**AIM OF THE EXERCISE:**
In your reply, repeat every entry exactly and skip over each picture.

++++ MATERIAL SHOWN ++++

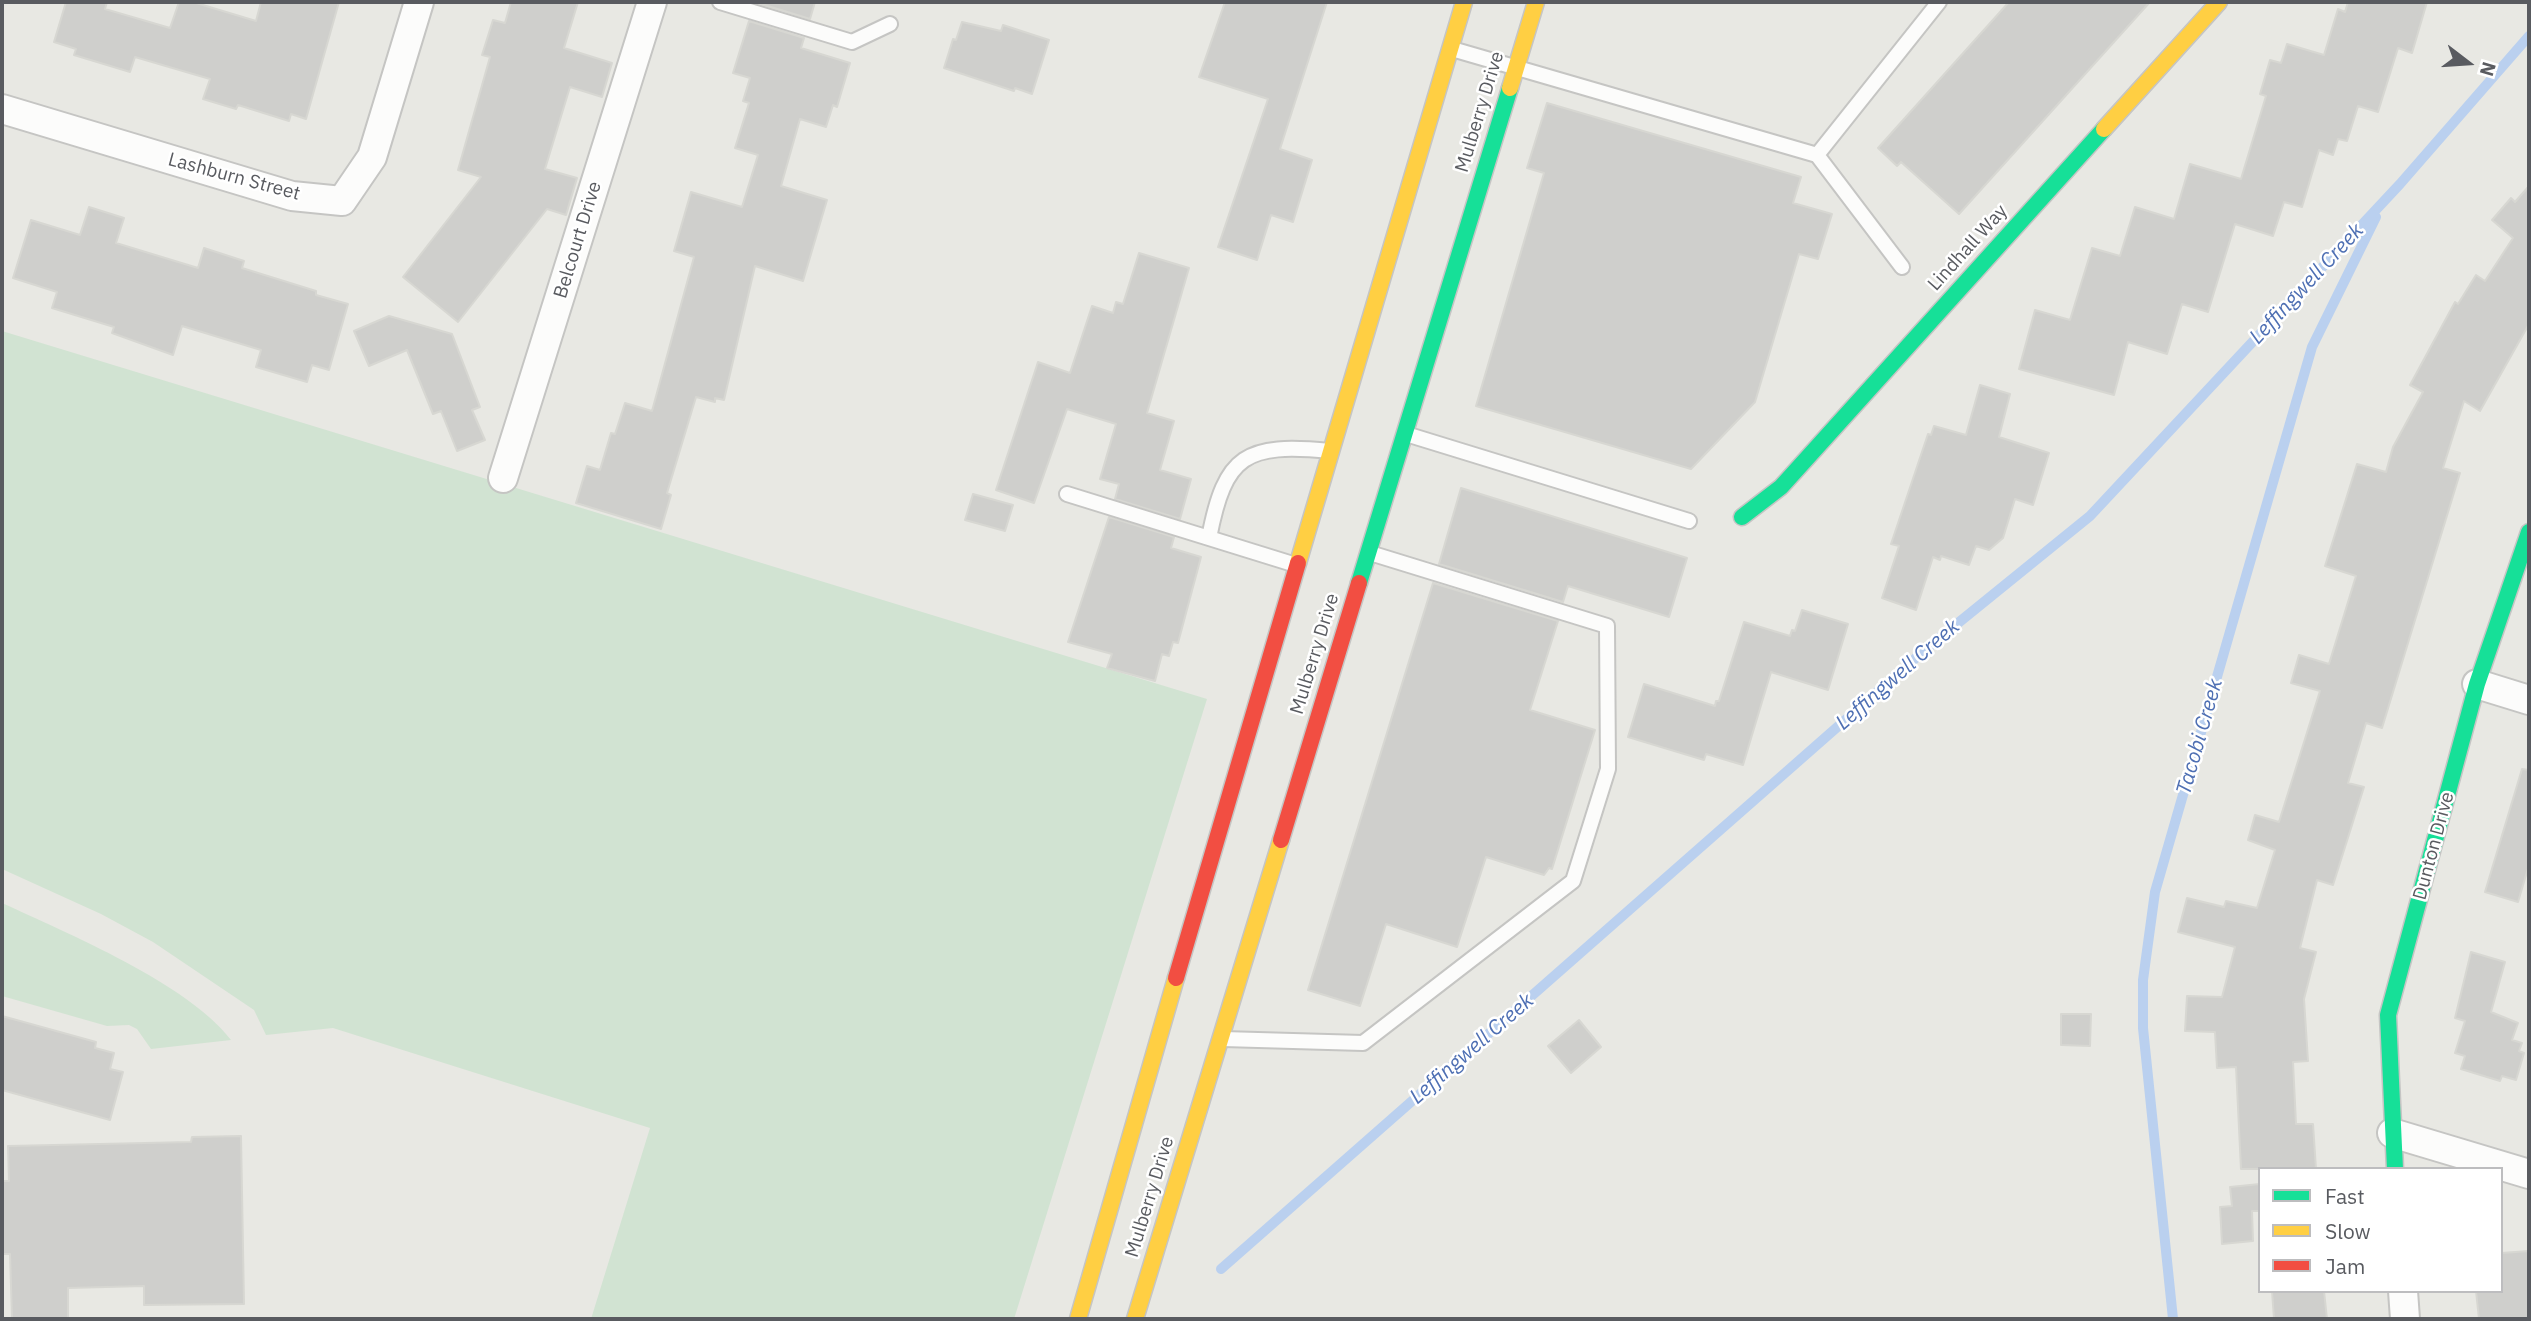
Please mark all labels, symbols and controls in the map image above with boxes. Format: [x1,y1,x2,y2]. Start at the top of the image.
north arrow [2433,28,2503,98]
street label: Mulberry Drive [1451,49,1509,175]
text: N [2475,59,2502,79]
street label: Lashburn Street [165,148,303,206]
street label: Belcourt Drive [549,179,607,301]
street label: Lindhall Way [1923,200,2013,296]
water label: Leffingwell Creek [2245,218,2369,350]
street label: Mulberry Drive [1286,591,1344,717]
water label: Leffingwell Creek [1831,614,1965,736]
water label: Tacobi Creek [2171,676,2229,798]
street label: Dunton Drive [2409,789,2459,903]
water label: Leffingwell Creek [1405,988,1539,1110]
street label: Mulberry Drive [1121,1134,1179,1260]
legend [2258,1167,2503,1293]
text: Fast [2325,1182,2365,1210]
text: Slow [2325,1217,2371,1245]
text: Jam [2325,1252,2365,1280]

++++

**EXERCISE RESULT:**
Please mark all labels, symbols and controls in the map image above with boxes. Format: [x1,y1,x2,y2]. Start at the top of the image.
north arrow [2433,28,2503,98]
street label: Mulberry Drive [1451,49,1509,175]
text: N [2475,59,2502,79]
street label: Lashburn Street [165,148,303,206]
street label: Belcourt Drive [549,179,607,301]
street label: Lindhall Way [1923,200,2013,296]
water label: Leffingwell Creek [2245,218,2369,350]
street label: Mulberry Drive [1286,591,1344,717]
water label: Leffingwell Creek [1831,614,1965,736]
water label: Tacobi Creek [2171,676,2229,798]
street label: Dunton Drive [2409,789,2459,903]
water label: Leffingwell Creek [1405,988,1539,1110]
street label: Mulberry Drive [1121,1134,1179,1260]
legend [2258,1167,2503,1293]
text: Fast [2325,1182,2365,1210]
text: Slow [2325,1217,2371,1245]
text: Jam [2325,1252,2365,1280]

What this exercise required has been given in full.